INPUT RECORDS START

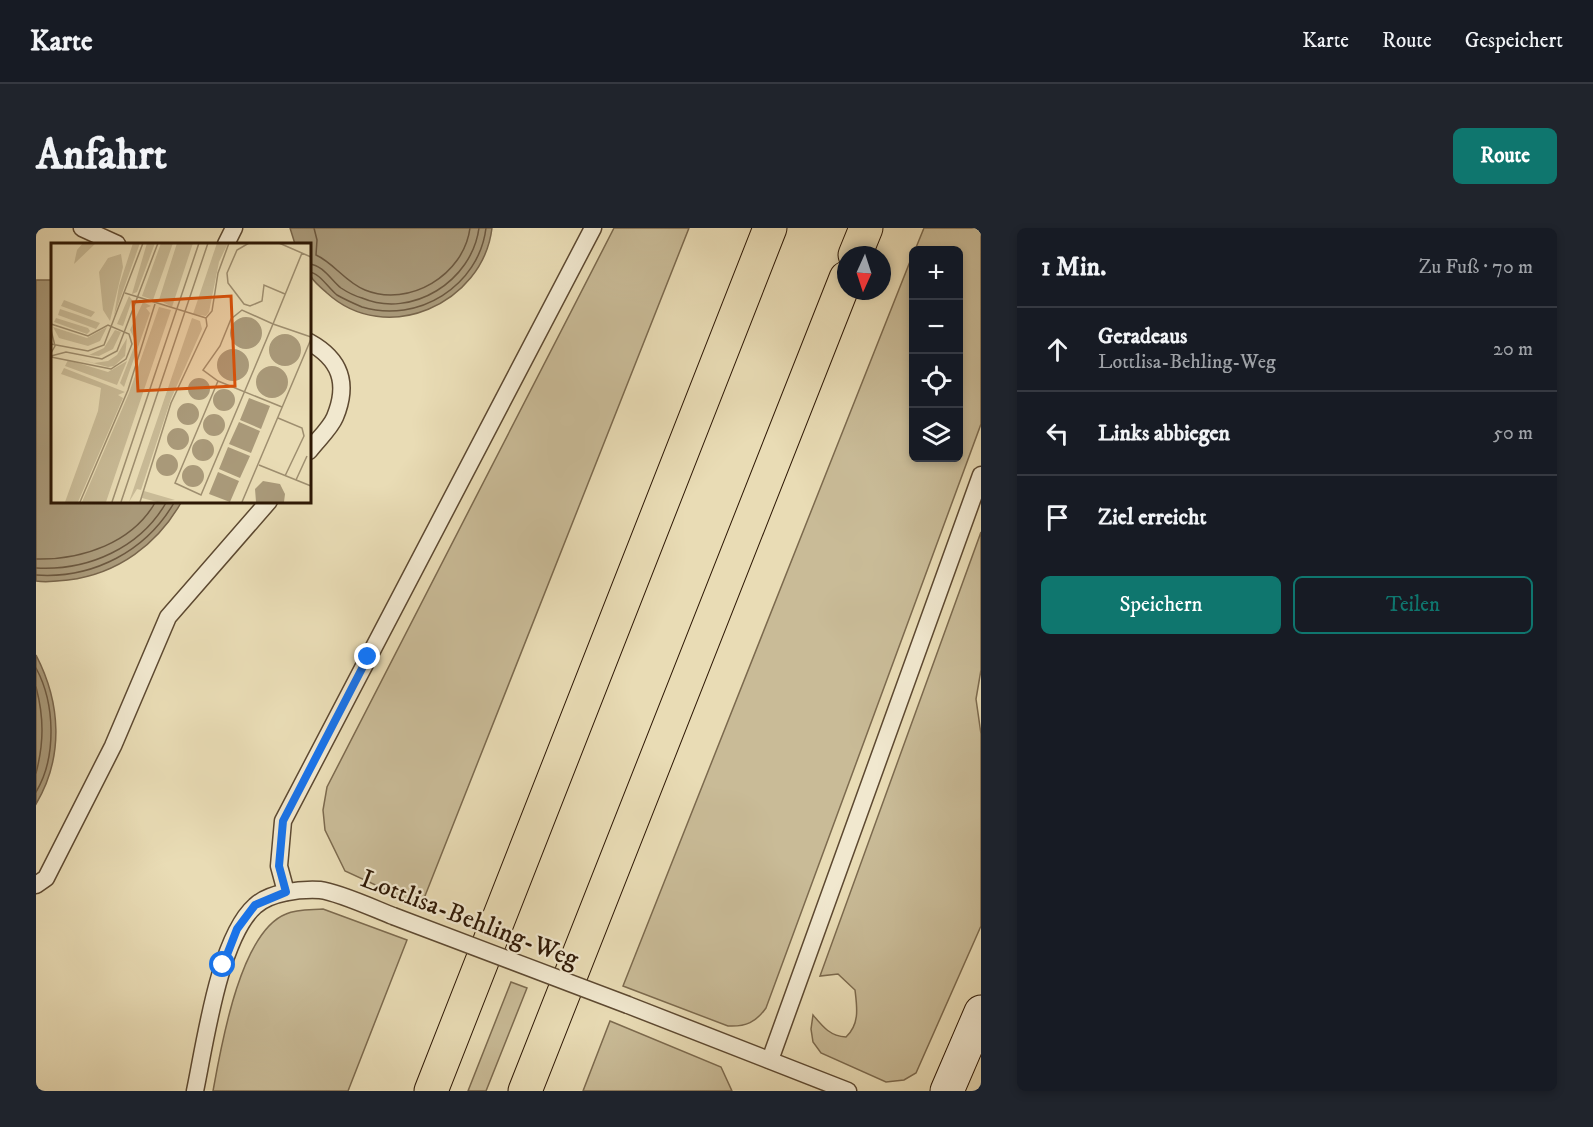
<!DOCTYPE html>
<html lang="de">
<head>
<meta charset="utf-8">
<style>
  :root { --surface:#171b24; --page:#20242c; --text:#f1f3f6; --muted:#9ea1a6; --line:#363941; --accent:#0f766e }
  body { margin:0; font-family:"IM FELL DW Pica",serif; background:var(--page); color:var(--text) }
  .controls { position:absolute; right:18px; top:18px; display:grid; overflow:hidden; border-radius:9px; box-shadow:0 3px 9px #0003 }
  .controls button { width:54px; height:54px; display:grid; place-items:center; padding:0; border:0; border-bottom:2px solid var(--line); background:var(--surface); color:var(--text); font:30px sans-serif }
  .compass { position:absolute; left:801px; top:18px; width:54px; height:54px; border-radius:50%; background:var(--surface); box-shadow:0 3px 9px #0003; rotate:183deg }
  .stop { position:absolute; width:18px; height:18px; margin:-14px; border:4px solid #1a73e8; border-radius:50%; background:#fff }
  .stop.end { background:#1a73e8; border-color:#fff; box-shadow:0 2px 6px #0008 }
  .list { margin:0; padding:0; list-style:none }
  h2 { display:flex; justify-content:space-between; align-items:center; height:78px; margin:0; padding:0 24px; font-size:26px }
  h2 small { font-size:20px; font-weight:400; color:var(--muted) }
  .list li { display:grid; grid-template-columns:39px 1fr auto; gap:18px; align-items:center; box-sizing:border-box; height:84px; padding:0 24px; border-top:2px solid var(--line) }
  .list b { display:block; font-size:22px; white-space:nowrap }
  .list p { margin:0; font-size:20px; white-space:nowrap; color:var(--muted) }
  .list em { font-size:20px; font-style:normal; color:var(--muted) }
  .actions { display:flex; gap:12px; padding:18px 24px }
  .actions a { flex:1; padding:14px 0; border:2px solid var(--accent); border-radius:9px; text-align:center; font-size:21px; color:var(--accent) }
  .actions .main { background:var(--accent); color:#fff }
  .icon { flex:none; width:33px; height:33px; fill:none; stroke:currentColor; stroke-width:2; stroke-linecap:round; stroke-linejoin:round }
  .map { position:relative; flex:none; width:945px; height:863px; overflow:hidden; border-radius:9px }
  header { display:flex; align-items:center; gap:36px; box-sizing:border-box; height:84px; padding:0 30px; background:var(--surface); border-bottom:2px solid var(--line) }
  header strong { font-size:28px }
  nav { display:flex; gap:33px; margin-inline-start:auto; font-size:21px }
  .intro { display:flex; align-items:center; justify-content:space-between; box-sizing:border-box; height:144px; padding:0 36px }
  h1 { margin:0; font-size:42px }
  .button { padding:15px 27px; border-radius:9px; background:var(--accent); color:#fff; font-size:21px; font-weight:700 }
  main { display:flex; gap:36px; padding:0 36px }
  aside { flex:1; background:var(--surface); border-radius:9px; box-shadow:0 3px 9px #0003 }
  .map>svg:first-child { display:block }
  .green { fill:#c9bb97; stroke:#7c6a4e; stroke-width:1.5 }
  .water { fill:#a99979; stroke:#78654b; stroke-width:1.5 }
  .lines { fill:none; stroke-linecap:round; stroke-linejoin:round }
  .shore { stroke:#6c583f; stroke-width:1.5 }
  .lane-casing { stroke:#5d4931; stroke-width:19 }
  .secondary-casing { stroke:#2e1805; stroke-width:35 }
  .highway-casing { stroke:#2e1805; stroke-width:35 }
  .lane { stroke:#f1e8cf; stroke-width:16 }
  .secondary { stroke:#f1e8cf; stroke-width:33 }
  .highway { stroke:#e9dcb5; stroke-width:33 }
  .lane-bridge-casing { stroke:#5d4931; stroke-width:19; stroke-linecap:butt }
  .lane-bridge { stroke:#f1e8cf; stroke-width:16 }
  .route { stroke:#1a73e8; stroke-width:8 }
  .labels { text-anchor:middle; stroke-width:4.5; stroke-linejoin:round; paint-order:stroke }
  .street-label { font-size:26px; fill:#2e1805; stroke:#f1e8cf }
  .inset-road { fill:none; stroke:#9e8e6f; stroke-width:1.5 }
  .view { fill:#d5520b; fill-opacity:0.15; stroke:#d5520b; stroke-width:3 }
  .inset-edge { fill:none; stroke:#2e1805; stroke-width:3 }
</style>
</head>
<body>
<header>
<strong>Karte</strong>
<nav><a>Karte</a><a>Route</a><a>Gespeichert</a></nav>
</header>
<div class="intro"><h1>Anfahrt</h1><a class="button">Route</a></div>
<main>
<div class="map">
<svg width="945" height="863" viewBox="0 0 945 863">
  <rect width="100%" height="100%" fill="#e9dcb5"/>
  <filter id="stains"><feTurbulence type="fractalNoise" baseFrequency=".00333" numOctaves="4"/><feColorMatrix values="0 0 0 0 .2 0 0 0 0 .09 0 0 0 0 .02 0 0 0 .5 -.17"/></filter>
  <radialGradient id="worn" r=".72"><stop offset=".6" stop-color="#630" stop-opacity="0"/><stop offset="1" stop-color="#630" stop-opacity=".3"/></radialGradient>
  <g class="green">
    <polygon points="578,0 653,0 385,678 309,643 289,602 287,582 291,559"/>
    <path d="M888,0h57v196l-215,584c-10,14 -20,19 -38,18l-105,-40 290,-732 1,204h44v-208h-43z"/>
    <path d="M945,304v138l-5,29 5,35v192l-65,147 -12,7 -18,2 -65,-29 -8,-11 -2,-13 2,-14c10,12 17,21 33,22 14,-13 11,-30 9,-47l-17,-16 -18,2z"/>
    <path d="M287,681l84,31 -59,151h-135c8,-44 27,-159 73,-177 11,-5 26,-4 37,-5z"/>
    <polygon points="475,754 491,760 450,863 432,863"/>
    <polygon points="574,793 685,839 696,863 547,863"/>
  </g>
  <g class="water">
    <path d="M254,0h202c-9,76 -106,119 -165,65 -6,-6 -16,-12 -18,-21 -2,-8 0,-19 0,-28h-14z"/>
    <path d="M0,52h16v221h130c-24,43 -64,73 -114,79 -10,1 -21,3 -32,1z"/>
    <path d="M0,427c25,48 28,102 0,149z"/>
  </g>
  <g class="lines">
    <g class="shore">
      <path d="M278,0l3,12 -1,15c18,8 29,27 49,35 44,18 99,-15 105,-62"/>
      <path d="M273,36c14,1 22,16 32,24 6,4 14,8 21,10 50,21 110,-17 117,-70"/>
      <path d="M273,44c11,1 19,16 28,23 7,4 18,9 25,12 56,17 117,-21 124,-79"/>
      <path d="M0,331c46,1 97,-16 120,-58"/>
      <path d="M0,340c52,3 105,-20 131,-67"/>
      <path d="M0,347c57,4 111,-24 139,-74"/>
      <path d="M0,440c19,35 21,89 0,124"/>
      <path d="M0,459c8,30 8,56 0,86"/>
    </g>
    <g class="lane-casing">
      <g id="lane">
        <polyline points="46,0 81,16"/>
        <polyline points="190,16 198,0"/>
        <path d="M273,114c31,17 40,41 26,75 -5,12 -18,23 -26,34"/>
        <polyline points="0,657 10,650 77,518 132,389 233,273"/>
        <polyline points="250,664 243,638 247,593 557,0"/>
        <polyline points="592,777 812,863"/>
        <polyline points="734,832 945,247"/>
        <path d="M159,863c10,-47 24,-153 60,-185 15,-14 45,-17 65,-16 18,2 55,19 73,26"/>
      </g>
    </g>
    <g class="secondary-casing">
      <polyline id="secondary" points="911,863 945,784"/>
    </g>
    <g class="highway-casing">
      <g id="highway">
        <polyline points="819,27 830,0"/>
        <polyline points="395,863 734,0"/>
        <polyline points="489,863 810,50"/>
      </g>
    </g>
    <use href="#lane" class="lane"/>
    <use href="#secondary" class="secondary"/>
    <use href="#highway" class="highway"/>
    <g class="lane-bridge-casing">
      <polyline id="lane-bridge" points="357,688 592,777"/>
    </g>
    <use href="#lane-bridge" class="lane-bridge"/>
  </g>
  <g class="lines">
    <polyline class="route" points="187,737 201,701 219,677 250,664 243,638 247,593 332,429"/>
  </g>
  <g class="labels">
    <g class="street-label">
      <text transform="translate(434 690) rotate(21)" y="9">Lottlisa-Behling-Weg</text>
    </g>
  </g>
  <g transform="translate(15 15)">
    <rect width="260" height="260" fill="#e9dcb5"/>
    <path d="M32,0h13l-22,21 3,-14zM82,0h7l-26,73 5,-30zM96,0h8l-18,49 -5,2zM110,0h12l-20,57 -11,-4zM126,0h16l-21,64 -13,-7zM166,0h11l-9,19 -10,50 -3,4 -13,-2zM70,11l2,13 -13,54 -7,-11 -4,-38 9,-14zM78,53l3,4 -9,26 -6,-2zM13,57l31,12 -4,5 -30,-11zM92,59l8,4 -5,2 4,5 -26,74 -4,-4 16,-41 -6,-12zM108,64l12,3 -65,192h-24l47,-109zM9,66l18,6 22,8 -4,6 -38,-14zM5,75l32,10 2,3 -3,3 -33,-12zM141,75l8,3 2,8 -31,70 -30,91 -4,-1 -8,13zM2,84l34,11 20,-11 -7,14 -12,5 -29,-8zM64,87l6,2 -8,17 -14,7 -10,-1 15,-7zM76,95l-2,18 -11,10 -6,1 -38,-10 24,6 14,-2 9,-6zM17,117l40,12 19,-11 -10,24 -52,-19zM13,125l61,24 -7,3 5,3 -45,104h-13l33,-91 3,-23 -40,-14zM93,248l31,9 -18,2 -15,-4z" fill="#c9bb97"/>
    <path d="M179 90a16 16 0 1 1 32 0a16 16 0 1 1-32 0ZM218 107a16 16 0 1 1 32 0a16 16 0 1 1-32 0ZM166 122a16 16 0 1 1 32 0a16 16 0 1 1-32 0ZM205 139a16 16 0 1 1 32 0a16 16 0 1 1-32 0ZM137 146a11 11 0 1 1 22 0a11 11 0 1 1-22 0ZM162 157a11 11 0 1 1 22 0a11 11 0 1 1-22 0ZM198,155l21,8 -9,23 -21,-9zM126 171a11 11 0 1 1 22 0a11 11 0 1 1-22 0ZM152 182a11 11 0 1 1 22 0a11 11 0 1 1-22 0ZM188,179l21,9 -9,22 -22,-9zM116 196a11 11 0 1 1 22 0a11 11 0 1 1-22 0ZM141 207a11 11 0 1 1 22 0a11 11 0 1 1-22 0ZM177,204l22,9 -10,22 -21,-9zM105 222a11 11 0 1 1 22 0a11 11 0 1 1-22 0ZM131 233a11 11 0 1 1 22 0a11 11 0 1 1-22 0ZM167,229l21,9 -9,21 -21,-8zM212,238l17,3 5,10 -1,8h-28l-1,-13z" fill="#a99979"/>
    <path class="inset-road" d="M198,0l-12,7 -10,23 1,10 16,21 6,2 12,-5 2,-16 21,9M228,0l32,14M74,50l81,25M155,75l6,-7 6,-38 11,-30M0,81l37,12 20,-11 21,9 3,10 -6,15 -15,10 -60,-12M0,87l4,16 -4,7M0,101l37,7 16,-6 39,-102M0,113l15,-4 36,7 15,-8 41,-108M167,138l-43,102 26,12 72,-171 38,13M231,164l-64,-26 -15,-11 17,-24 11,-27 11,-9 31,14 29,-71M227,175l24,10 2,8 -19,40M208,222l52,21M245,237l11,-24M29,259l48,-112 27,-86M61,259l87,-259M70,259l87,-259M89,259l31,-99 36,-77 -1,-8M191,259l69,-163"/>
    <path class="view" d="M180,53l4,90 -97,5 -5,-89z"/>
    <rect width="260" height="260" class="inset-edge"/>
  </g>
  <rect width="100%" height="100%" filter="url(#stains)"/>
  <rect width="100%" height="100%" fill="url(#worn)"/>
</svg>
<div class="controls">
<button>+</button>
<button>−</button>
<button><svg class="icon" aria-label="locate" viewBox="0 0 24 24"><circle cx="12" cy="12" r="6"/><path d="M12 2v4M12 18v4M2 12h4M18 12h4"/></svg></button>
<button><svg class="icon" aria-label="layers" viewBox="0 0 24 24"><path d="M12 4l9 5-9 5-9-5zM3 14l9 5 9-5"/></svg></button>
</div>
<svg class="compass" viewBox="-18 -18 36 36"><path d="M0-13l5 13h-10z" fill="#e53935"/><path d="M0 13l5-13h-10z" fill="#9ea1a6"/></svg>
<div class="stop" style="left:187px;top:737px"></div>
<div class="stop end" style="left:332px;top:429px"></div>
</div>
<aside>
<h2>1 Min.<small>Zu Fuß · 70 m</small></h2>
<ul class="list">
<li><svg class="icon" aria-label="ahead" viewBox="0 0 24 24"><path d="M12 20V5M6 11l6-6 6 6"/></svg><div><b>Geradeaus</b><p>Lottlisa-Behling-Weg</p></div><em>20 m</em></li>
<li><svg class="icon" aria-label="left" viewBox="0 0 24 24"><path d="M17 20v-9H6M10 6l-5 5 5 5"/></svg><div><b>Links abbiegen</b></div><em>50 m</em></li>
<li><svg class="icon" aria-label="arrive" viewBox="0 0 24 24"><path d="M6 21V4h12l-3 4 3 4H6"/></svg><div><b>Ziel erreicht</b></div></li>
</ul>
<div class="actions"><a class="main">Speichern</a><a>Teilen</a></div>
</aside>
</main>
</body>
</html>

INPUT RECORDS END

GOAL OF THE EXERCISE – Write out, word for word, the lines from the first line of the entries through the one containing "margin:0; padding:0; list-style:none", both included. Leave out the pictures.

TASK RESULT –
<!DOCTYPE html>
<html lang="de">
<head>
<meta charset="utf-8">
<style>
  :root { --surface:#171b24; --page:#20242c; --text:#f1f3f6; --muted:#9ea1a6; --line:#363941; --accent:#0f766e }
  body { margin:0; font-family:"IM FELL DW Pica",serif; background:var(--page); color:var(--text) }
  .controls { position:absolute; right:18px; top:18px; display:grid; overflow:hidden; border-radius:9px; box-shadow:0 3px 9px #0003 }
  .controls button { width:54px; height:54px; display:grid; place-items:center; padding:0; border:0; border-bottom:2px solid var(--line); background:var(--surface); color:var(--text); font:30px sans-serif }
  .compass { position:absolute; left:801px; top:18px; width:54px; height:54px; border-radius:50%; background:var(--surface); box-shadow:0 3px 9px #0003; rotate:183deg }
  .stop { position:absolute; width:18px; height:18px; margin:-14px; border:4px solid #1a73e8; border-radius:50%; background:#fff }
  .stop.end { background:#1a73e8; border-color:#fff; box-shadow:0 2px 6px #0008 }
  .list { margin:0; padding:0; list-style:none }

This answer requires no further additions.